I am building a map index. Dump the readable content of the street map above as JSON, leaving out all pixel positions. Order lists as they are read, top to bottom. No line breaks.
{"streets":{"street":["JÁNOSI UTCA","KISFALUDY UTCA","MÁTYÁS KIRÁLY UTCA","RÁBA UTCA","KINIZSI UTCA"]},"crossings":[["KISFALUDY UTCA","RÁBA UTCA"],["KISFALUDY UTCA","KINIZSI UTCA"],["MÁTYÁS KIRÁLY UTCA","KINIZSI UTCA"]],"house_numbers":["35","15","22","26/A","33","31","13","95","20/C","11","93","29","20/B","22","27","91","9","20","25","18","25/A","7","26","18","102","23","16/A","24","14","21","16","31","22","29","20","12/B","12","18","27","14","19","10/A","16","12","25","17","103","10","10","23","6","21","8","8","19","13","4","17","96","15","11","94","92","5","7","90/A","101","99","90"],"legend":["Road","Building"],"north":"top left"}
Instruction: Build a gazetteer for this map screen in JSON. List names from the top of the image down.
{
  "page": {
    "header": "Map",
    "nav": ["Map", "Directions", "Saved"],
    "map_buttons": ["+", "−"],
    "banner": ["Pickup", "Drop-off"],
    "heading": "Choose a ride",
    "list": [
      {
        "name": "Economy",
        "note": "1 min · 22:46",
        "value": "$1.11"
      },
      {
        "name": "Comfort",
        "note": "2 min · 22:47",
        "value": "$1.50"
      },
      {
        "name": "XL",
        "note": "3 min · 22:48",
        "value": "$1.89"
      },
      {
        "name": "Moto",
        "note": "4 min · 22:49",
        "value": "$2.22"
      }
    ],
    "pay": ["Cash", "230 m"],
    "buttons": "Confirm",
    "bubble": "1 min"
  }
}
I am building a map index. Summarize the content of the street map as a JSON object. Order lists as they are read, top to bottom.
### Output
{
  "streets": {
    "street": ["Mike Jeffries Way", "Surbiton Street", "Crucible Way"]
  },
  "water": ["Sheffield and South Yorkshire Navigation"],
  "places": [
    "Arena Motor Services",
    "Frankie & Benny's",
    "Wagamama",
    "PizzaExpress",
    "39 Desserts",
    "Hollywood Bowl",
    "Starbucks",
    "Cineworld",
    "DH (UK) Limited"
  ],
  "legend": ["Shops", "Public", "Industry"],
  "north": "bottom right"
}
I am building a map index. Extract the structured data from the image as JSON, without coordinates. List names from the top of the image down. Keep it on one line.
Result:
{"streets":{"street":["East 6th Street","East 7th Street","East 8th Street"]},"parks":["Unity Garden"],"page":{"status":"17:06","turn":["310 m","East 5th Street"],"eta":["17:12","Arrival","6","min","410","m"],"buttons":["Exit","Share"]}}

---

Problem description:
Your task is to retype all the records above with nothing left out.

Finished task:
I am building a map index. Dump the readable content of the street map above as JSON, leaving out all pixel positions. Order lists as they are read, top to bottom. No line breaks.
{"streets":{"street":["JÁNOSI UTCA","KISFALUDY UTCA","MÁTYÁS KIRÁLY UTCA","RÁBA UTCA","KINIZSI UTCA"]},"crossings":[["KISFALUDY UTCA","RÁBA UTCA"],["KISFALUDY UTCA","KINIZSI UTCA"],["MÁTYÁS KIRÁLY UTCA","KINIZSI UTCA"]],"house_numbers":["35","15","22","26/A","33","31","13","95","20/C","11","93","29","20/B","22","27","91","9","20","25","18","25/A","7","26","18","102","23","16/A","24","14","21","16","31","22","29","20","12/B","12","18","27","14","19","10/A","16","12","25","17","103","10","10","23","6","21","8","8","19","13","4","17","96","15","11","94","92","5","7","90/A","101","99","90"],"legend":["Road","Building"],"north":"top left"}
Instruction: Build a gazetteer for this map screen in JSON. List names from the top of the image down.
{
  "page": {
    "header": "Map",
    "nav": ["Map", "Directions", "Saved"],
    "map_buttons": ["+", "−"],
    "banner": ["Pickup", "Drop-off"],
    "heading": "Choose a ride",
    "list": [
      {
        "name": "Economy",
        "note": "1 min · 22:46",
        "value": "$1.11"
      },
      {
        "name": "Comfort",
        "note": "2 min · 22:47",
        "value": "$1.50"
      },
      {
        "name": "XL",
        "note": "3 min · 22:48",
        "value": "$1.89"
      },
      {
        "name": "Moto",
        "note": "4 min · 22:49",
        "value": "$2.22"
      }
    ],
    "pay": ["Cash", "230 m"],
    "buttons": "Confirm",
    "bubble": "1 min"
  }
}
I am building a map index. Summarize the content of the street map as a JSON object. Order lists as they are read, top to bottom.
### Output
{
  "streets": {
    "street": ["Mike Jeffries Way", "Surbiton Street", "Crucible Way"]
  },
  "water": ["Sheffield and South Yorkshire Navigation"],
  "places": [
    "Arena Motor Services",
    "Frankie & Benny's",
    "Wagamama",
    "PizzaExpress",
    "39 Desserts",
    "Hollywood Bowl",
    "Starbucks",
    "Cineworld",
    "DH (UK) Limited"
  ],
  "legend": ["Shops", "Public", "Industry"],
  "north": "bottom right"
}
I am building a map index. Extract the structured data from the image as JSON, without coordinates. List names from the top of the image down. Keep it on one line.
Result:
{"streets":{"street":["East 6th Street","East 7th Street","East 8th Street"]},"parks":["Unity Garden"],"page":{"status":"17:06","turn":["310 m","East 5th Street"],"eta":["17:12","Arrival","6","min","410","m"],"buttons":["Exit","Share"]}}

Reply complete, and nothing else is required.